Date : 29/04/2021
During our training at HETIC, our school’s association Hub HETIC proposed in January to our class, in collaboration with the association Deepnet, the development of four extra-curricular big data projects.
One of them was to develop a machine learning algorithm to find the information sheet of a food product on Open Food Fact from a photo. The idea is then to develop possible applications of this algorithm, such as for example: find the quality of a product thanks to an image like Yuka does with barcodes.
We worked 3 months on it to build a database with reliable images for the model and building an architecture that with a non-trained model gets results close to 15%.
After showing you the data, how we understood it and the research we made, we will present you our solution , Image Embedding, and how we adapted it to our solution.
Now, follow us from this project that made us passionate and sweat a lot.
A large and diverse data set
One of the first difficulties one can encounter in a machine learning project is to find usable data for our algorithms.

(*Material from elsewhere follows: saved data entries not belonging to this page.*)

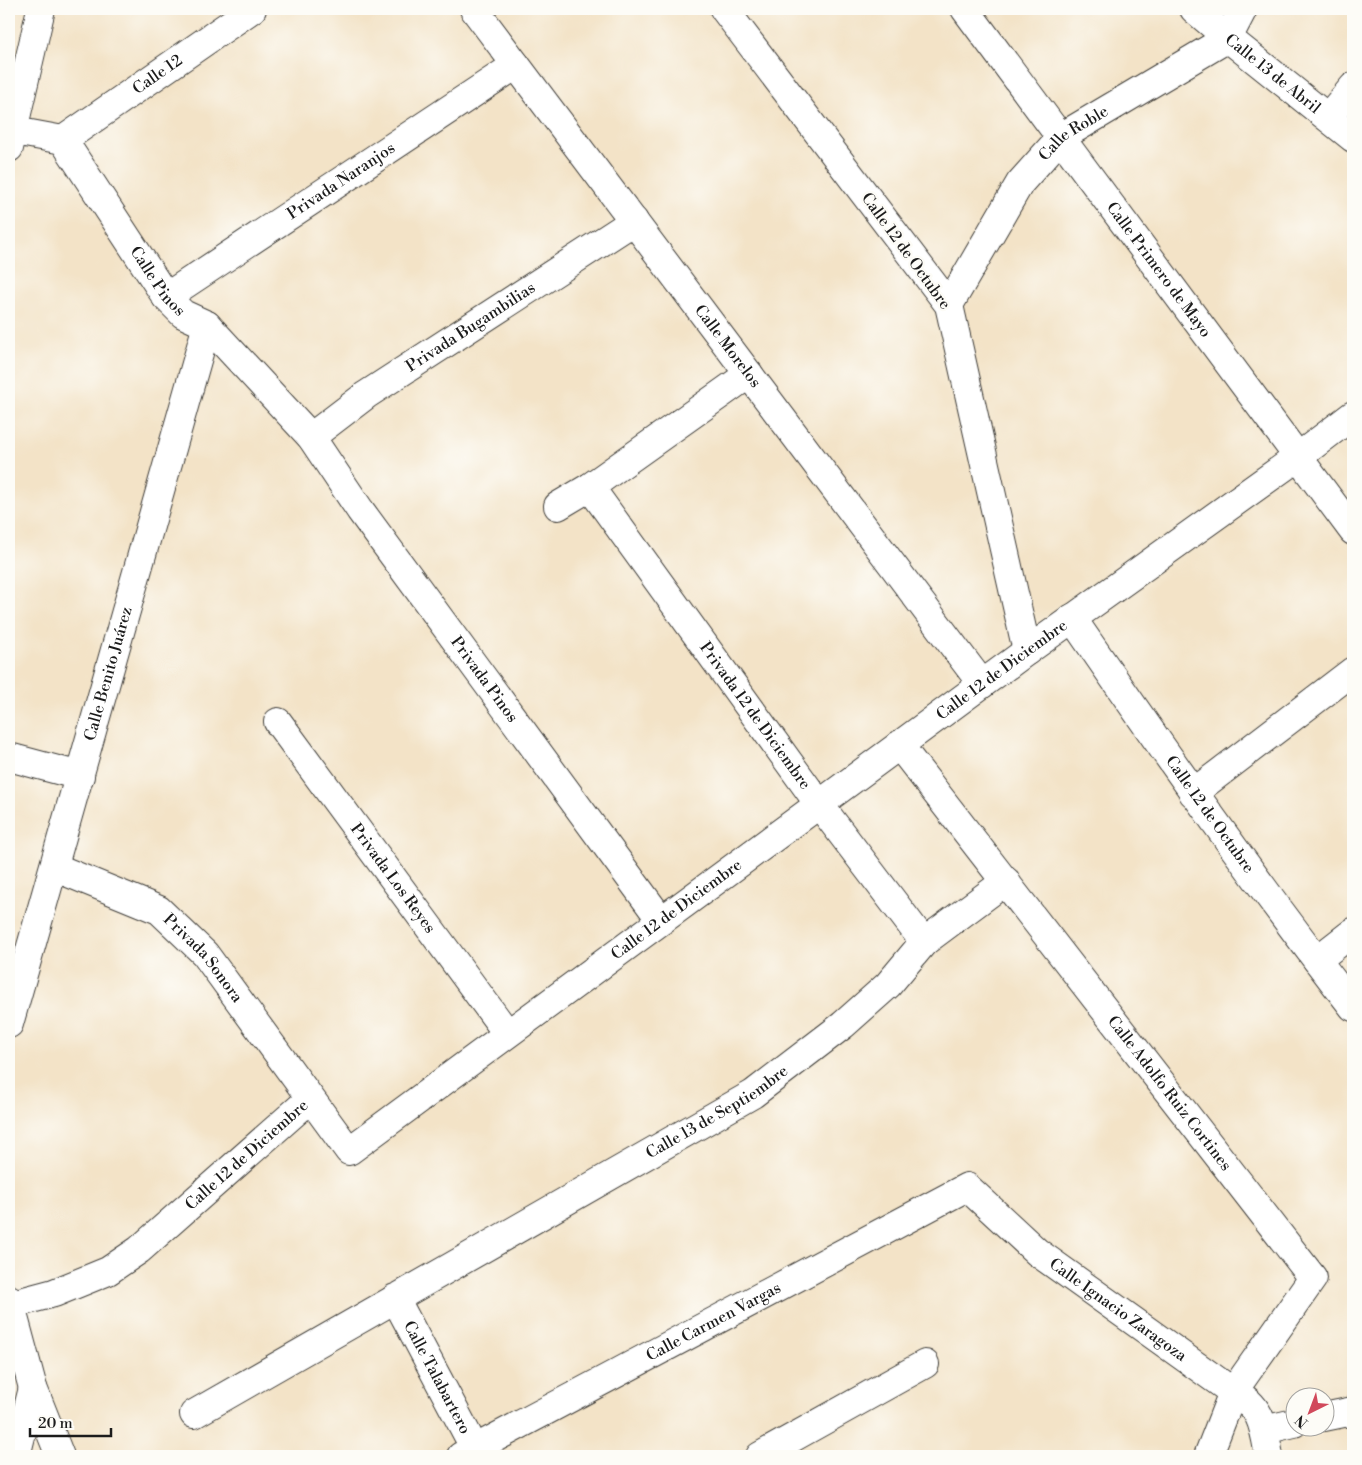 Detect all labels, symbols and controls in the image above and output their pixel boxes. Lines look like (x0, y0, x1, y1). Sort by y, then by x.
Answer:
street label: Calle 13 de Abril (1221, 30, 1325, 118)
street label: Calle 12 (129, 50, 186, 99)
street label: Calle Roble (1034, 101, 1112, 165)
street label: Privada Naranjos (283, 138, 399, 224)
street label: Calle 12 de Octubre (857, 189, 955, 313)
street label: Calle Primero de Mayo (1102, 198, 1216, 341)
street label: Calle Pinos (126, 243, 189, 320)
street label: Privada Bugambilias (402, 278, 539, 376)
street label: Calle Morelos (690, 301, 765, 392)
street label: Calle Benito Juárez (80, 604, 137, 743)
street label: Calle 12 de Diciembre (932, 615, 1071, 724)
street label: Privada Pinos (446, 632, 523, 726)
street label: Privada 12 de Diciembre (695, 638, 815, 793)
street label: Calle 12 de Octubre (1161, 752, 1259, 877)
street label: Privada Los Reyes (346, 819, 440, 937)
street label: Calle 12 de Diciembre (607, 855, 746, 964)
street label: Privada Sonora (159, 909, 248, 1007)
street label: Calle Adolfo Ruiz Cortines (1103, 1012, 1236, 1175)
street label: Calle 13 de Septiembre (642, 1061, 792, 1163)
street label: Calle 12 de Diciembre (181, 1095, 312, 1214)
street label: Calle Ignacio Zaragoza (1045, 1254, 1191, 1366)
street label: Calle Carmen Vargas (643, 1278, 784, 1366)
street label: Calle Talabartero (399, 1317, 475, 1438)
north arrow (1284, 1388, 1334, 1438)
scale bar (30, 1405, 111, 1437)
text: N (1292, 1411, 1312, 1431)
text: 20 m (38, 1414, 73, 1433) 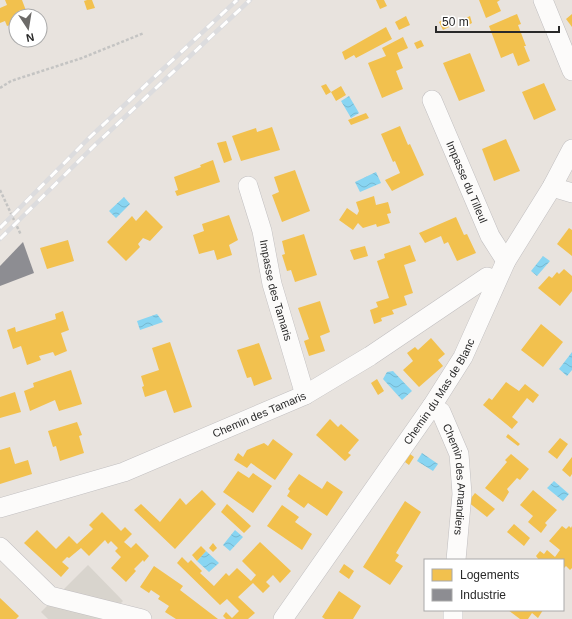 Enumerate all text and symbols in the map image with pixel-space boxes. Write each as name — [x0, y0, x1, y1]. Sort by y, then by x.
north arrow — [8, 8, 48, 48]
scale bar — [436, 8, 559, 34]
text: 50 m — [442, 15, 469, 29]
text: N — [25, 31, 35, 44]
street label: Impasse du Tilleul — [444, 139, 490, 225]
street label: Impasse des Tamaris — [258, 239, 295, 343]
street label: Chemin du Mas de Blanc — [401, 336, 477, 447]
street label: Chemin des Tamaris — [211, 389, 308, 440]
street label: Chemin des Amandiers — [441, 422, 468, 536]
legend — [424, 559, 564, 611]
text: Logements — [460, 568, 519, 582]
text: Industrie — [460, 588, 506, 602]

Open Food Fact is a free, online and crowdsourced database of food products. It gathers information and data of tens of thousands of food products from around the world.

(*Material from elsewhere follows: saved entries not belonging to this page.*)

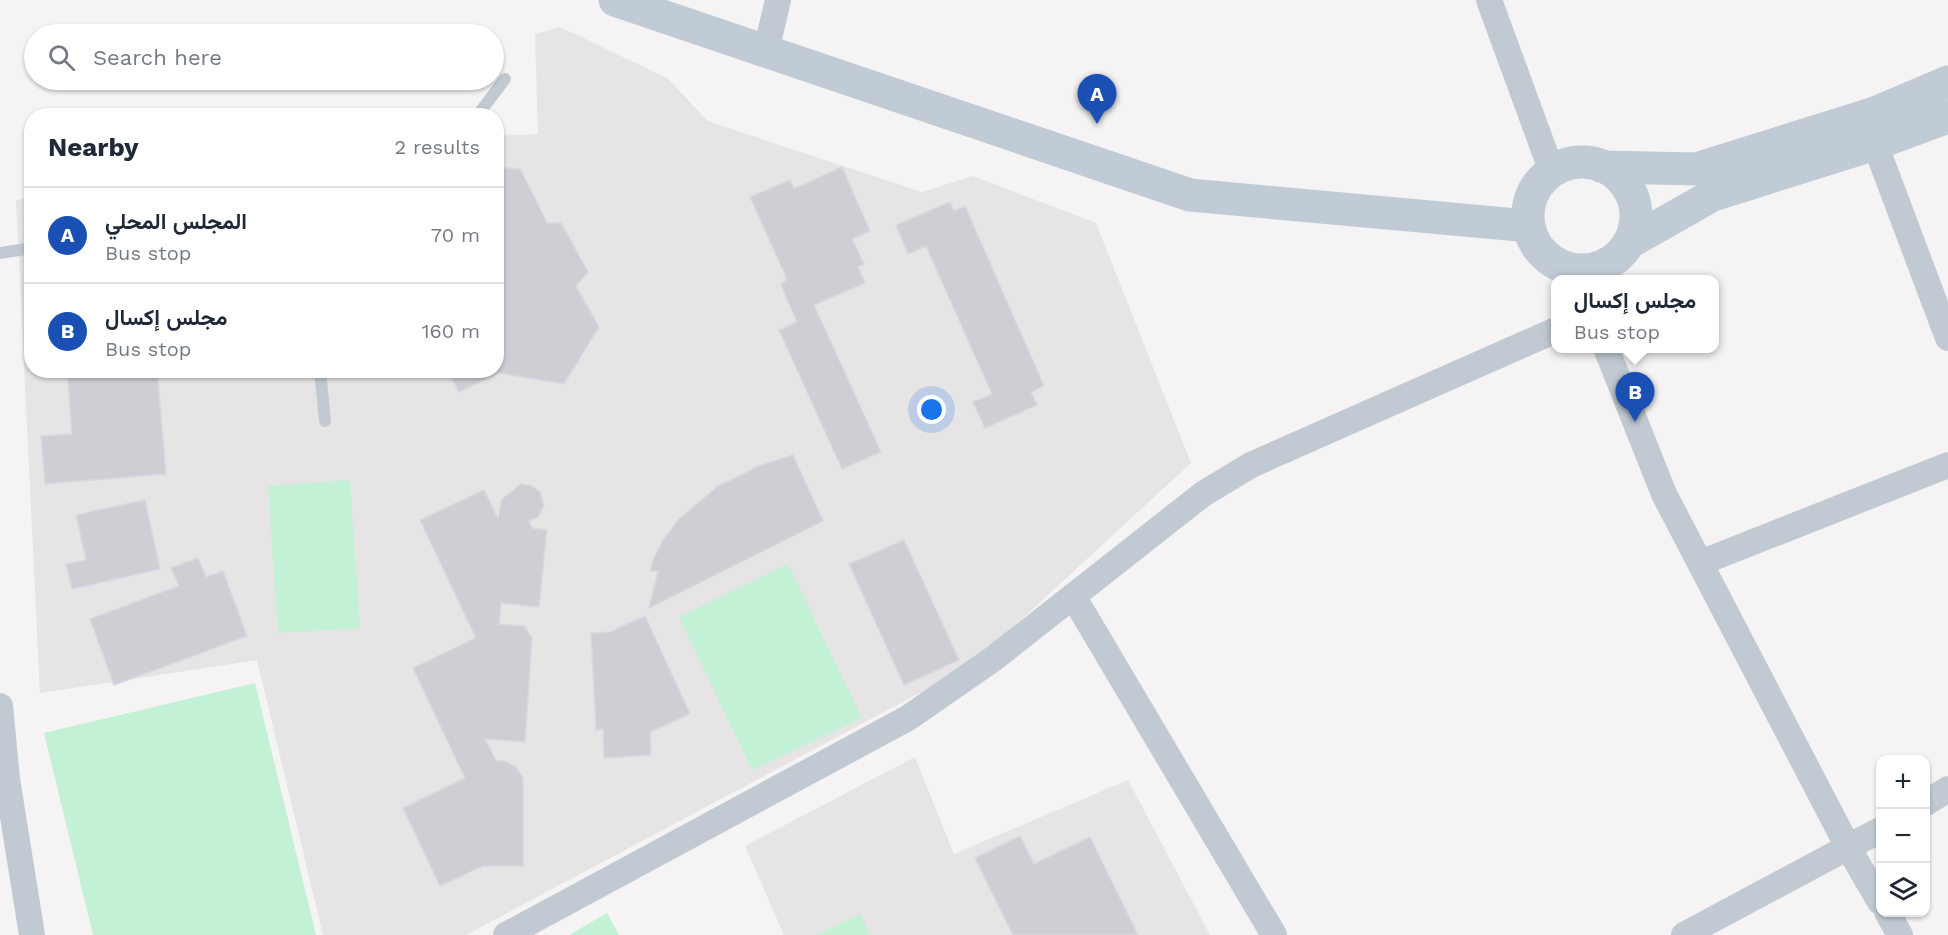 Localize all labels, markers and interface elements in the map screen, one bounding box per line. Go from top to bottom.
search box [24,24,504,90]
icon: search [45,41,78,74]
text: Search here [93,45,222,70]
pin: A [1078,74,1116,124]
text: Nearby [48,132,139,162]
text: 2 results [395,135,480,159]
text: المجلس المحلي [105,209,247,234]
text: A [61,223,74,247]
text: 70 m [431,223,480,247]
text: Bus stop [105,241,191,265]
popup [1551,275,1719,353]
text: مجلس إكسال [1574,288,1696,313]
text: مجلس إكسال [105,305,228,330]
text: B [61,319,74,343]
text: 160 m [422,319,480,343]
text: Bus stop [1574,320,1660,344]
text: Bus stop [105,337,191,361]
pin: B [1616,372,1654,422]
your location [917,395,946,424]
map controls [1876,755,1930,917]
button: + [1876,755,1930,809]
button: − [1876,809,1930,863]
button: layers [1876,863,1930,917]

After we downloaded the data from the website via its API (20 go for 1.8 millions observations), we analyzed it : Each observation has a unique barcode, a product name, an URL to the image product as well as other secondary information such as those related to nutrition or the ecological impact.
One of the problems with crowd-sourced data is that its quality depends on the users, not all of them have knowledge about data and problems to exploit it, some data may be mislabeled or missing. The images transmitted by users are no exception, so we can have 2 completely different product sheets as in figure 1 which has an image that we would like to avoid to train and test the model contrary to the image in figure 2.

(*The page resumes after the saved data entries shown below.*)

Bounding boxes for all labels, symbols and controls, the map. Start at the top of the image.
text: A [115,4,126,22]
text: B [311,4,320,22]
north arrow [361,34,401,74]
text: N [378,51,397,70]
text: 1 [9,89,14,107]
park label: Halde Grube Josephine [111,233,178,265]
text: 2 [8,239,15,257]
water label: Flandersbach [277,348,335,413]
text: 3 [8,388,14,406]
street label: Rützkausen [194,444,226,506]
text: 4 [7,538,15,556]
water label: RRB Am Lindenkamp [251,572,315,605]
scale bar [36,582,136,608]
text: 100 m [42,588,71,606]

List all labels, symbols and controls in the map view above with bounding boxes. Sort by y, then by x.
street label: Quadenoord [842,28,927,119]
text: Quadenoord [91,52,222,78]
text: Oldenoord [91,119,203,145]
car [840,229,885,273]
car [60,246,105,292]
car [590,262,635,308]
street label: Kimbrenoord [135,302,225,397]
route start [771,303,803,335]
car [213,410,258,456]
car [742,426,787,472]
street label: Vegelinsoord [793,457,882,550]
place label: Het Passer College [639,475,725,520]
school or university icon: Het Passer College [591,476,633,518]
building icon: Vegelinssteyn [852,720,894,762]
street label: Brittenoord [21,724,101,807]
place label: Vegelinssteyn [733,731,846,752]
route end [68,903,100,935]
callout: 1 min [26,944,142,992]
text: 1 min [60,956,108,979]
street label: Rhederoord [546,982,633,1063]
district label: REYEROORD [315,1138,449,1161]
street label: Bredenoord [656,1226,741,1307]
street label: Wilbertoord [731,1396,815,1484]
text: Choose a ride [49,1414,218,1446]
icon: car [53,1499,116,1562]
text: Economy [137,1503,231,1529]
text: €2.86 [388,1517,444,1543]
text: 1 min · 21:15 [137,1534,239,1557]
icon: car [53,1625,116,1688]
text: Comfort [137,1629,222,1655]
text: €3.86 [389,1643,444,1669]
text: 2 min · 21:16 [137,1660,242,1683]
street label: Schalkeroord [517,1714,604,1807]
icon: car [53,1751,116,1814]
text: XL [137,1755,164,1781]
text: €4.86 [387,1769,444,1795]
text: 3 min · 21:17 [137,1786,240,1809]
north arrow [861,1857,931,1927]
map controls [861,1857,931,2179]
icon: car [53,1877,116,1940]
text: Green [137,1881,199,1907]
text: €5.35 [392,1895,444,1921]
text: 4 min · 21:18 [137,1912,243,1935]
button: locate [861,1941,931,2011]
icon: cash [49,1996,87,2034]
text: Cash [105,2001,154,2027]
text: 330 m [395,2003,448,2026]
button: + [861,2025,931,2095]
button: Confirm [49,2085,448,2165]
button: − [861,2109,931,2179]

As we need properly framed images for training and that we can’t automatically check the quality of the images we want to keep, we assumed that the more fields a product page has filled in, the better the quality of the associated image.
Quality, image shape for good and bad data
After building up a data set of 300,000 observations, we scrapped the images of the associated products. However, an eye analysis shows us that some products still have a poor quality frame. So we decided to focus only on the quality contributors of Open-food-fact.
We decided to take only the observations of a contributor, by the name of “kiliweb”, a former member of the Yuka app. We then obtain 120.000 images for 97.000 separate products. link to the page of kiliweb : https://fr.openfoodfacts.org/editeur/kiliweb
To test the performance of the different models, we need to have products present in the 97.000 products in the dataset without having the same images. Thanks to the “product name” field, we have recovered products with at least 3 different images from the dataset. We end up with a dataset of 107k images and a test dataset of 3k images.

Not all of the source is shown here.